Earnings progressed solidly from the market peak in 1968 until it decisively broke to new highs again in 1983.
Yet despite progressive growth, from earnings of 5.7 in 1968 to earnings of 13.29 in 1983; a near-tripling of earnings, it didn't prevent the overvaluation of the late 1960's mean-reverting during difficult economic times, with several bear-bull stockmarket cycles, until by 1982-3 the market P/E was into high-single-digits and the market average dividend yield up to around 5%.
Fifteen years after the initial peak, markets were finally "good to go" on a new eighteen-year bull market.
A good bull market must begin from low valuations and end at high valuations. Without valuation expansion the scope for capital gains is very limited.
The S&P500 increased about fourteen-fold in value from 1982-2000. Without the huge P/E expansion, the 1982-2000 bull market capital gains would have been closer to threefold.

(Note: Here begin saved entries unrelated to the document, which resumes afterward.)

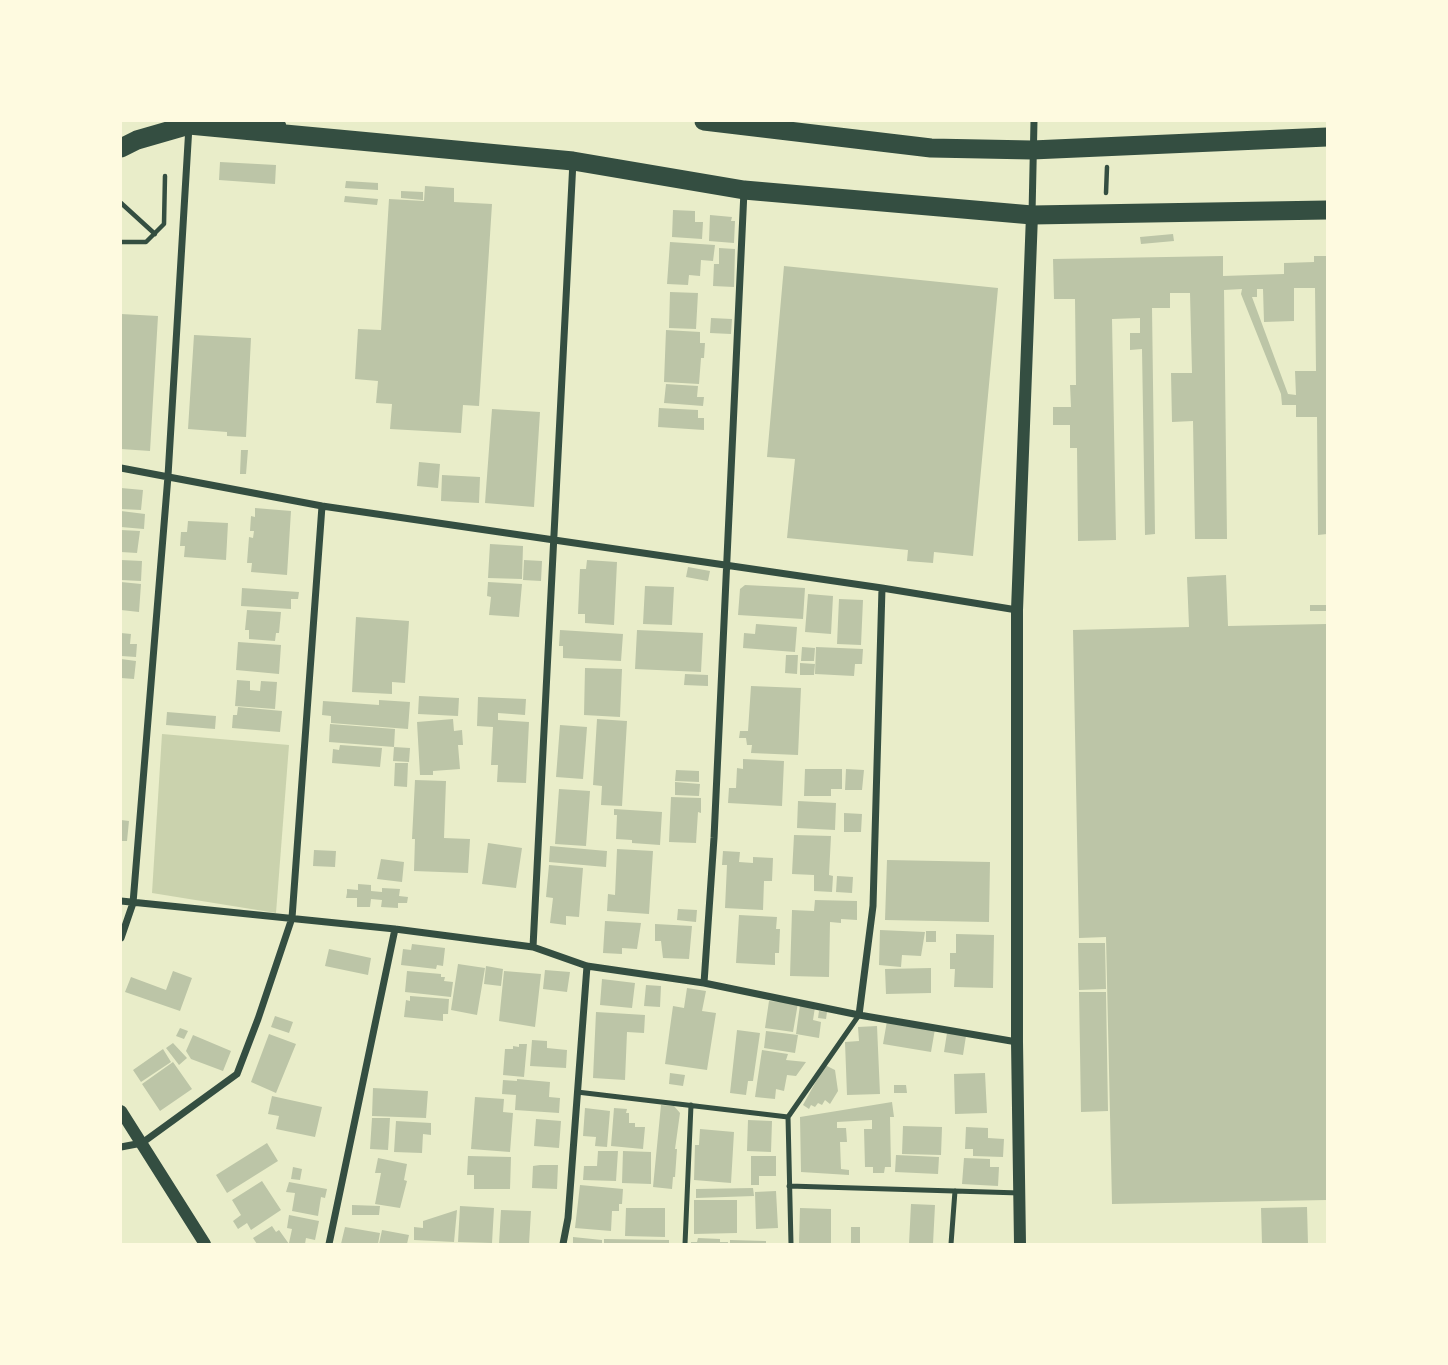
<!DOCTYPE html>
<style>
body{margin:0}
#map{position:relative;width:1448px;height:1365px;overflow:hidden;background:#e9edc9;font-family:"Asap Condensed",sans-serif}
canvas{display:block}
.frame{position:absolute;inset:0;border:122px solid #fefae0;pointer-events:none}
</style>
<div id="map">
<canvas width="1448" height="1365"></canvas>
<div class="frame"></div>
</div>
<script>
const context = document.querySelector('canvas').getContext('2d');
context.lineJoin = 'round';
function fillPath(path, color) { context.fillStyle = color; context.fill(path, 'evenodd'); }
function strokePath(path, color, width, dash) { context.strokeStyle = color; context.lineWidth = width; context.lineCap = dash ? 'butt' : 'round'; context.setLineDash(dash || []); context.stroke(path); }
const green = new Path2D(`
 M162,734L289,745L276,913L152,893Z`);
const building = new Path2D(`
 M220,162L276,165L275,184L219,180Z
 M346,181L378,183V190L345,188Z
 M425,186L454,188V202L492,204L479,406L463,405L461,433L390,429L392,404L376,403L378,381L355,379L358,329L381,330L389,199L424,201Z
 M401,191L423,192V200L401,198Z
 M345,196L378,199L377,205L344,202Z
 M673,210L695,211V222H703L702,239L672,237Z
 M710,215L732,217L731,221H735L734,243L709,241Z
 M1173,234L1174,241L1141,244L1140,237Z
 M670,242L715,245L713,261L701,260L700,276L689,275L688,285L667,284Z
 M719,248L735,249L734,287L713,286L714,264H719Z
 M1223,256V276L1284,274V263L1314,262V256H1327V534L1318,535L1317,417H1296V405H1282L1281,394L1241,294L1242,289L1224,290L1227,539H1195L1193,421L1172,422L1171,373H1192L1190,293H1170V308H1152L1155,534L1145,535L1142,349L1130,350V333H1140V318L1112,319L1116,540L1078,541L1077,448H1070V425H1053V407H1071L1070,385H1076L1075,299H1054L1053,259ZM1294,288H1315L1316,371H1295L1296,395L1288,394L1252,297H1257V289H1263L1264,322L1294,321Z
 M784,266L998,288L973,556L934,552L933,563L907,561L908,550L787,538L795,459L767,457Z
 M670,292L698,293L696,329L669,328Z
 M121,314L158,316L150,451L121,449Z
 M711,318L732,319L731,334L710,333Z
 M666,330L700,332V343H705L704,358H701L699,384L664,382Z
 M194,335L251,338L246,437L227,436V432L188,429Z
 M666,384L698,386L697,397H704L703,406L664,403Z
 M659,408L698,410V418H704V430L658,427Z
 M492,409L540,412L534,507L485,503Z
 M241,450H248L246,474H240Z
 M419,462L440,464L438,488L417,486Z
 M442,475L480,477L479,503L441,501Z
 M121,488L143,490L141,510L121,509Z
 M255,508L291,511L287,575L251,572L252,563H247L249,537L253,538L254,531H250L251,516L255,517Z
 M121,511L145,514L144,529L121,527Z
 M188,521L228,523L226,560L184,557L185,546H180L181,532H187Z
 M121,530L140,531L137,553L121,552Z
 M490,544L523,546L522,579L488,578Z
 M121,560L142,561L141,581L121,580Z
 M524,560L542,561L541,581L523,580Z
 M587,560L617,562L614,625L585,623V614H578L580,569H586Z
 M688,567L710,571L708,581L686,577Z
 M1226,575L1228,626L1327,624V1200L1112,1204L1106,937L1079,938L1073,630L1189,627L1187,577Z
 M121,582L141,584L139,612L121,610Z
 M488,582L522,584L519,617L489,615L491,597L487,596Z
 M745,585L805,588L803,619L738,615L740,589Z
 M645,586L674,587L672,625L643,624Z
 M242,588L299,592L298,599H291V609L241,606Z
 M808,594L833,596L831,634L805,632Z
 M839,599L863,600L861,645L837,644Z
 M1310,605H1327V611H1310Z
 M247,610L281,612L279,633H276L275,641L249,639V630H245Z
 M356,617L409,621L405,683L392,682V694L352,692Z
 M756,624L797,627L795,652L743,648L744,633L755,634Z
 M560,630L623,634L621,661L563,658V646H559Z
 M637,630L703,633L701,672L635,669Z
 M121,633L131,634L130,644H137L136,657L121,656Z
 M238,642L281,645L279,674L236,670Z
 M802,647L815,648L814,661H801Z
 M816,647L863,649L862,664H855L854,676L815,674Z
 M786,655H798L797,674L785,673Z
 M121,659L136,661L134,679L121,678Z
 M800,663L815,664L814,675H800Z
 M585,668L622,669L620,717L584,715Z
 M685,674L708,675V686L684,685Z
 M237,680L250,681V690L260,691L261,681L277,682L275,709L235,706Z
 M751,686L801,688L798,755L751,753L752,745H747L746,738H739L740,731H748Z
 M419,696L459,698L458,716L418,714Z
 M478,697L526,699L525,715L498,713V720L529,722L526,783L497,782L498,765H491L493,727L477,726Z
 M379,700L410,702L408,729L331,723V716L322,715L323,701L379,705Z
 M238,707L282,711L280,732L232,728L233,715H237Z
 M167,712L216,716L215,729L166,725Z
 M453,719L454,731L462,730L463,745H458L460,769L433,771V775H420L417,722Z
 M597,719L627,721L622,806L601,805L602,786L593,785Z
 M330,724L395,729L394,747L329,742Z
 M560,725L587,727L583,779L556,777Z
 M340,745L382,748L380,767L332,763L333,749L339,750Z
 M394,747L410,748L409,762L393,761Z
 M743,759L784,761L782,806L728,803L729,788H736L737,768L743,769Z
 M395,763H408L407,787L394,786Z
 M805,769H842V789H831V796H804Z
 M846,769L864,770L862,790H845Z
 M676,770L699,771V782L675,781Z
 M415,780L446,781L444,838L470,839L468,873L414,871L415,839H412Z
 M675,782L700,784L699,796L675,795Z
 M559,789L590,791L586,846L555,844Z
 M671,797L701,798V813L698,812L696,843L669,842Z
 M798,801L836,803L835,830L797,828Z
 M614,809L662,812L660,845L632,843V840L616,839L617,815H614Z
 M844,813L862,814L861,832H844Z
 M121,820L129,821L127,841H121Z
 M794,835L831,836L829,875L833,876L832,892L814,891V875L792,874Z
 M488,843L522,848L516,888L482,884Z
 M550,846L607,851L606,867L549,862Z
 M617,849L653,851L649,914L607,911L608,894L615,895Z
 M314,850L336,851L335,867L313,866Z
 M723,851L740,852L739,862L753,863V857L773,858L772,881H764L763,910L725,908L727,865H722Z
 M381,859L404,862L402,882L377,879Z
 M887,860L990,862L989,922L885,920Z
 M549,865L583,868L579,917L566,916V925L550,923L553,898L546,897Z
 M837,876L853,877L852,893L836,892Z
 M358,884L371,885V891L382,892V888L400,889L399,896L408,897L407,903H398V908L381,907L382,900L371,899L370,907H357V898H346L347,893V889L358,890Z
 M815,900L857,901V920L841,919V923L830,922L829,977L790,976L792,910L814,911Z
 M678,909L697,910L696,922L677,920Z
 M739,915L777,917L776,929H780L779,953H775V965L736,963Z
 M605,921L641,923L637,949L622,948V954L603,953Z
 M655,924L692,926L689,959L663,958L661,941H655Z
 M880,930L925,932L921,956L902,955L901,967L879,965Z
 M926,931H936V942H926Z
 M956,934L994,935L993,988L954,987L955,969H950V953H956Z
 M1078,943H1105L1106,989L1079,990Z
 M412,944L445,948L443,966L437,965L436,969L401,965L403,949L411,950Z
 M329,949L371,958L368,975L325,966Z
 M458,964L485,968L477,1015L451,1010Z
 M486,966L503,969L501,986L484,984Z
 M931,968V993L886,994L885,969Z
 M545,970L570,972L567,992L543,989Z
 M173,971L192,978L180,1011L125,992L131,977L166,990Z
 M407,971L441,974V977H445L444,981L453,982L451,997L405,992Z
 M504,971L541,974L535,1027L499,1021Z
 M602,979L635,983L632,1008L600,1005Z
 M646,985L661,986L660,1007L644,1006Z
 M687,988L706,991L702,1011L716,1013L707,1070L665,1064L673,1006L684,1008Z
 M1079,992H1106L1108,1111L1081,1112Z
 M410,996L449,999L448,1014H443V1021L404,1017L406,1000L410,1001Z
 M769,1001L798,1003L793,1032L765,1028Z
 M800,1005L815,1007L813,1020L821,1022L819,1038L796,1034Z
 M819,1011L827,1012L826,1019L818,1018Z
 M596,1012L645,1015L644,1033L627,1032L625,1080L593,1078Z
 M275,1016L293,1022L289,1033L271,1027Z
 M887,1021L935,1029L931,1052L883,1044Z
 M877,1026L880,1094L847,1095L845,1042L859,1041L858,1027Z
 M180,1028L188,1031L184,1039L176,1036Z
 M737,1030L760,1033L753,1081H748L746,1095L730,1093Z
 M766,1031L798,1035L795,1053L764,1048Z
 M947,1033L966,1036L963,1055L944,1052Z
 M269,1034L296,1044L276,1093L251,1082Z
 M193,1035L231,1051L223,1071L191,1059L186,1051Z
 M532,1040L547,1041V1048L567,1050L566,1068L530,1066Z
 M173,1043L187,1058L179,1065L166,1048Z
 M519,1044H527L524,1077L503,1075L505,1049H513V1046L519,1047Z
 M163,1049L171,1062L141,1082L133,1070Z
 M762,1050L788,1054L786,1060L806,1062L796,1076L787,1075L784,1091L776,1089L775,1099L755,1097Z
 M173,1062L192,1089L160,1111L142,1084Z
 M825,1065L835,1070L838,1091L830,1104L825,1100L822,1105L818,1103L815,1107L811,1105L809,1109L803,1105Z
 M670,1073L685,1075L683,1086L669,1084Z
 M985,1073L987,1113L955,1114L954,1074Z
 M517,1079L550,1082L549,1097L560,1098L559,1113L515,1110L516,1095L502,1094L503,1080L517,1081Z
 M894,1085H906L907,1093H894Z
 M373,1088L428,1091L426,1118L372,1116Z
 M272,1096L322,1107L315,1137L276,1129L279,1116L268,1114Z
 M475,1097L504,1099L503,1112L513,1113L510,1152L471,1149Z
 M892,1102L894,1117H890L891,1167H885L884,1173H873V1167H865L864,1129H872V1120L837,1122V1128H846L847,1142H840L841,1169L849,1170V1175L801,1172L800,1117Z
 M661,1105L674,1106L680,1113L675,1149H677L675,1177H673L672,1189L653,1187Z
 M585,1108L610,1111L607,1147L595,1146L596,1137L583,1136Z
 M614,1108L627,1109L626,1113H629V1123H635V1127H645L643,1149L611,1146Z
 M372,1118H390L388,1150L370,1149Z
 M536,1119L561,1121L559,1148L534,1146Z
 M748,1120L772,1121L771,1152L747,1151Z
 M396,1121L431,1123V1135L423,1134L422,1153L394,1152Z
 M903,1126L942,1127L941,1155L902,1154Z
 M966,1127L988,1128V1138L1004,1139L1003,1157L973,1156V1149H965Z
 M700,1129L734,1132L731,1183L694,1180L695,1145H699Z
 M267,1143L278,1161L227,1193L216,1175Z
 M598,1151H618L616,1181L583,1180L584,1166H597Z
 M623,1151L651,1152V1184L622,1183Z
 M896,1155L939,1157L938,1174L895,1172Z
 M468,1156L511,1157L510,1189H474V1175H467Z
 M751,1156H776V1176H759V1185H751Z
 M378,1158L407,1164L404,1180L407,1181L400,1208L375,1204L381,1173H375Z
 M964,1158L990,1159V1167H999L998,1186L962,1184Z
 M540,1165H558L557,1189L532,1188L533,1166Z
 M293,1167L302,1169L300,1180L291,1179Z
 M262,1181L281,1210L251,1230L247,1223L238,1229L233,1221L241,1215L232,1200Z
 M289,1182L327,1189L325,1198L321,1197L318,1216L292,1211L295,1193L286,1192Z
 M580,1185L623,1189L622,1204H619V1211H612L611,1231L575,1228Z
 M753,1188L754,1196L696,1198V1189Z
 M776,1191L778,1228L756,1229L755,1192Z
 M694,1200H737V1233L694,1234Z
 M911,1204L935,1205L933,1244H909Z
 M352,1205L380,1206L379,1215H352Z
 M460,1206L494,1208L492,1243L458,1242Z
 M1307,1207L1308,1244H1262L1261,1208Z
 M626,1208H665V1237L625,1236Z
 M800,1208L831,1209V1244H799Z
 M457,1210L454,1242L414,1240V1227L423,1228V1221Z
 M501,1210L531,1211L529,1244H499Z
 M289,1215L319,1221L315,1240L306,1238L305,1244L289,1243L292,1229L287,1228Z
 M272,1226L276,1232L279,1230L289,1244H257L253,1238Z
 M345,1227L380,1233L378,1244H341Z
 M851,1227H860V1244H851Z
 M382,1230L409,1235L407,1244H379Z
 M573,1237L602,1240V1244H573Z
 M698,1238L720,1239V1242H728V1244H691V1242H697Z
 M604,1239L669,1240V1244H604Z
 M730,1240L766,1241V1244H730Z`);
const path = new Path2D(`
 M1106,193L1107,167
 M121,203L155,234
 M121,242H146L164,224L165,176`);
const service = new Path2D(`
 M577,1092L788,1117
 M789,1186L1020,1193
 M685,1244L691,1105
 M791,1244L788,1117L859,1015
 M951,1244L955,1191`);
const minor = new Path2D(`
 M1032,214L1034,121
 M121,468L322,506L882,588L1017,610
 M121,901L395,929L533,947L587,966L704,983L859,1015L1017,1042
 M121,938L133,903L168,476L189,126
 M533,947L573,161
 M704,983L714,838L744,191
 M859,1015L873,906L882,588
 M121,1147L142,1143L237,1074L258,1019L292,918L322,506
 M329,1244L395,929
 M563,1244L568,1218L587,966`);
const tertiary = new Path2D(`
 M256,121L280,125
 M121,1111L205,1244
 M1020,1244L1017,1042V610L1032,215`);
const trunk = new Path2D(`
 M704,121L931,148L1032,150L1327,137
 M121,148L137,140L189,125L573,161L744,190L1032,215L1327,210`);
fillPath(green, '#cad2ad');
fillPath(building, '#bcc5a7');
strokePath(path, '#344e41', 4.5);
strokePath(service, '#344e41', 5);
strokePath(minor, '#344e41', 7);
strokePath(tertiary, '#344e41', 12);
strokePath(trunk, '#344e41', 19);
</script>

F958B 07 Jan 2013 , 1:42pm

I consider the year 1968 to be roughly equivalent to the year 2000. Both saw major market peaks which took over a decade to decisively break, during a turbulent economic period.

I consider the 1974 low to be roughly equivalent to the 2008/9 low.

We're now roughly equivalent to the late-1970s. Markets had bounced from the 1974 (2008/9) lows and chop around for a few years.
Maybe, fifteen years on, after being in a volatile trading range from 1968-1983 (2000-2015) markets can finally break to new highs.

Given the greater degree of overvaluation in 2000 (30x P/E) compared to 1968 (17x P/E), the probabilities favour a longer and/or deeper consolidation, than that seen in 1968-1983.

Given the strong (almost record-breaking) run-up from 2009-2013, and the weight of mean-reversion tendencies, I think it's very likely that stockmarkets will be available at either the same price in several years time, or a noticeably lower price in a year or two.

So in the last few months I've been repaying the borrowings I took out to buy shares at 2009/10's low prices. Profits banked. Now I wait - for a few years if I have to - for a profitable time to use those borrowings again. Buying after markets have risen two-fold in four years seems akin to buying in 2007 or 2000 after similar price/time uptrends.

In the meantime, I hold a defensive set of high-yield shares because they provide my income.